On the much-discussed Buratai affair, Junaid raised pertinent questions that—unless addressed—will continue to haunt the Buhari administration. It may well be the case that the Chief of Army Staff is a genius at saving every kobo that came his way. It’s also possible that his wives are gurus of investment who earned the funds that enabled the general to own two real estate properties in Dubai. Whatever the case, President Buhari owes a duty to Nigerians to demonstrate, a., that he won’t shield anybody from investigation and, b., that he is willing to scrutinise his appointees’ finances whenever the need arises. In fact, in the event that General Buratai has nothing to hide, the administration would be doing him a disservice by letting linger the impression that he fiddled with public funds.
Here’s part of what Junaid told the Punch about Buratai: “Nigerians deserve an answer and the answer must come quick because Nigerians cannot be taken for a ride by either Buhari or any army officer. The days when Nigerian Army officers can tell lies and get away with it or pretend to be messiahs in Nigeria is now gone. Every soldier must prove himself to be clean before we take them to be clean. We do not take anybody from Buhari to be clean simply because he says he is clean or his public relations men who are paid to say so, say he is clean, that day is gone and gone forever.” I say, ‘Amen’ to that!
I recently counseled President Buhari to look beyond his parochial precincts in making appointments and designing policies. I made that intervention after examining the man’s extremely lop-sided recourse to ethnic and sectarian jingoism in appointments in the country’s security sector. In his interview, Junaid was more unsparing, accusing the president of running Nigeria as a more or less family operation, with an unmatched and shocking degree of nepotism.

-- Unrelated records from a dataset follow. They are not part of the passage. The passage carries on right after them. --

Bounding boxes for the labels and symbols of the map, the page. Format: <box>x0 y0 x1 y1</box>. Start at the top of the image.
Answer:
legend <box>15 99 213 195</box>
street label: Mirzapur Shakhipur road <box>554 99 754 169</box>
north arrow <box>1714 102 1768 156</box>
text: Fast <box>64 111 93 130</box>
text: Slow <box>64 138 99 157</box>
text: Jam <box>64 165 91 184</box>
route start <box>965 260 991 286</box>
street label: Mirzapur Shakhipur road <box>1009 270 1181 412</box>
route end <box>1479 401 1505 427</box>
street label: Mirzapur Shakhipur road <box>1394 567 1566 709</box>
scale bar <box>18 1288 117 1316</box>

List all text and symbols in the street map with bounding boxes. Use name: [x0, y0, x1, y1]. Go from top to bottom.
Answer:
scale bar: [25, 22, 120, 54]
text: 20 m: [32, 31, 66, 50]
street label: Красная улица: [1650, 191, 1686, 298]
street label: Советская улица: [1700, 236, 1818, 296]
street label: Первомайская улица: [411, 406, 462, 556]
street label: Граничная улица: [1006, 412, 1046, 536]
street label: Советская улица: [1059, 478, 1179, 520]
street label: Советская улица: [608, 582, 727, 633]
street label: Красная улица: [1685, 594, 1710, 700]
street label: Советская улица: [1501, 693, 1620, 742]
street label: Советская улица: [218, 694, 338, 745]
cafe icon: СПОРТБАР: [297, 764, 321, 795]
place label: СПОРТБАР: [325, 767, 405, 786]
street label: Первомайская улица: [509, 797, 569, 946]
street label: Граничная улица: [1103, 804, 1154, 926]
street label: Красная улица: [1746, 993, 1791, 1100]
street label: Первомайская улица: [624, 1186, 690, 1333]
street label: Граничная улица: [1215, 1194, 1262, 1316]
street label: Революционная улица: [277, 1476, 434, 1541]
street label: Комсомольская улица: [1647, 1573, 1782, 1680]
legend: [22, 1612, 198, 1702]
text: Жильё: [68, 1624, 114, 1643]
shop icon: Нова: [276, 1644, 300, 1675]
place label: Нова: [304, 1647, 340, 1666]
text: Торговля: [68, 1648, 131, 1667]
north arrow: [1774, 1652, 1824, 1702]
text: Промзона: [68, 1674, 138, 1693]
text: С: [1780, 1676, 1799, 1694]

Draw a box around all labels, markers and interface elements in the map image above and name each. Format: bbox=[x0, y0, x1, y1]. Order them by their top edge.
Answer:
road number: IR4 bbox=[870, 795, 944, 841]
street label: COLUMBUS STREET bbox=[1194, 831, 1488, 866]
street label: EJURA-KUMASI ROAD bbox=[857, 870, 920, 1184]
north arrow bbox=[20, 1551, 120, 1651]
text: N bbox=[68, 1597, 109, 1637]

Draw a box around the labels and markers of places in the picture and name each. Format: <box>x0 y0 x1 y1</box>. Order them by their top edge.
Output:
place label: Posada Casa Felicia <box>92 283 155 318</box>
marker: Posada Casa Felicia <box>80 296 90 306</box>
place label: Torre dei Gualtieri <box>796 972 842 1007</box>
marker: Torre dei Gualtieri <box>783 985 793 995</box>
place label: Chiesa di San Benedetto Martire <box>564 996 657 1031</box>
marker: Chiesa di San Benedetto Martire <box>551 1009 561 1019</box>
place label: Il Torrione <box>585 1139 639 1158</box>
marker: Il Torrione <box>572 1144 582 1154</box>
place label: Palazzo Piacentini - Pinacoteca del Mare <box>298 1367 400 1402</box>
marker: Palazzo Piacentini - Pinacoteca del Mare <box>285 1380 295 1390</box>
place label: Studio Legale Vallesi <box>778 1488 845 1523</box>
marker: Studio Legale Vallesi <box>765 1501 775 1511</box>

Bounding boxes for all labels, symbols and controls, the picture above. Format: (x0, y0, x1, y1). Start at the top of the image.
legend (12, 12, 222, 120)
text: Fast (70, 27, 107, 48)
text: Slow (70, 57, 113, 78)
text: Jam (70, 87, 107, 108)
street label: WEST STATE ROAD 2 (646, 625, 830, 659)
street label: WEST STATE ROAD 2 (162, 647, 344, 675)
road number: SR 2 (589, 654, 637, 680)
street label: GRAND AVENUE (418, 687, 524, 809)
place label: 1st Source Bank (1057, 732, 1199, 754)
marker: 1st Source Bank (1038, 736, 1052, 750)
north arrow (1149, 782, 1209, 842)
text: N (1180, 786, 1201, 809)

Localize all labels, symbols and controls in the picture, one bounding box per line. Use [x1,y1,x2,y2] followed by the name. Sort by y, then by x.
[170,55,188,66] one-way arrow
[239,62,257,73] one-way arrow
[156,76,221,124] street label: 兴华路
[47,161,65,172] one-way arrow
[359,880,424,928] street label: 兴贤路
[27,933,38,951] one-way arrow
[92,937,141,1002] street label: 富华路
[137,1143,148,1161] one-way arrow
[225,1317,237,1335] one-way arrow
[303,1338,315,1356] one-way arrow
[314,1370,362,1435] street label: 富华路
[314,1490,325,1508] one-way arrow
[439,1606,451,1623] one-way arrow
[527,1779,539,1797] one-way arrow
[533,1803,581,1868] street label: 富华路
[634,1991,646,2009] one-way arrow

“Let me say straight away that whether one calls it a cabal or a mafia or some kind of cult or whatever, there is a group of people who are wielding power within the Presidency under Buhari. Whatever you say it is, it is and a lot worse. First, the most influential person in the Presidency today is one Mamman Daura whom, as you know, is a nephew of the President. His father was Buhari’s elder brother. In addition, Mamman Daura was the one who singlehandedly brought up Abba Kyari, the current Chief of Staff to the President…Next, the Personal Assistant to Buhari himself is the son of Mamman Daura, next is what they call SCOP, State Chief of Protocol, and is also a son-in-law to Mamman Daura because he is married to Mamman Daura’s daughter,” said Junaid. And he went on, reeling name after name of critical political appointees and stating their familial connection to the president.
If—and I put a big ‘if’ here—Junaid’s allegations are true (as I write, there had been no refutation from the Presidency), then President Buhari is guilty of the basest privatisation of political power in Nigeria’s history. His defenders may say there’s no explicit law against such an act, but it would represent an egregious moral affront. In fact, if the Junaidian jeremiads hold up, then President Buhari would have reduced Nigeria—a complex, diverse and extremely troubled organism—to the size of his family and circle of friends.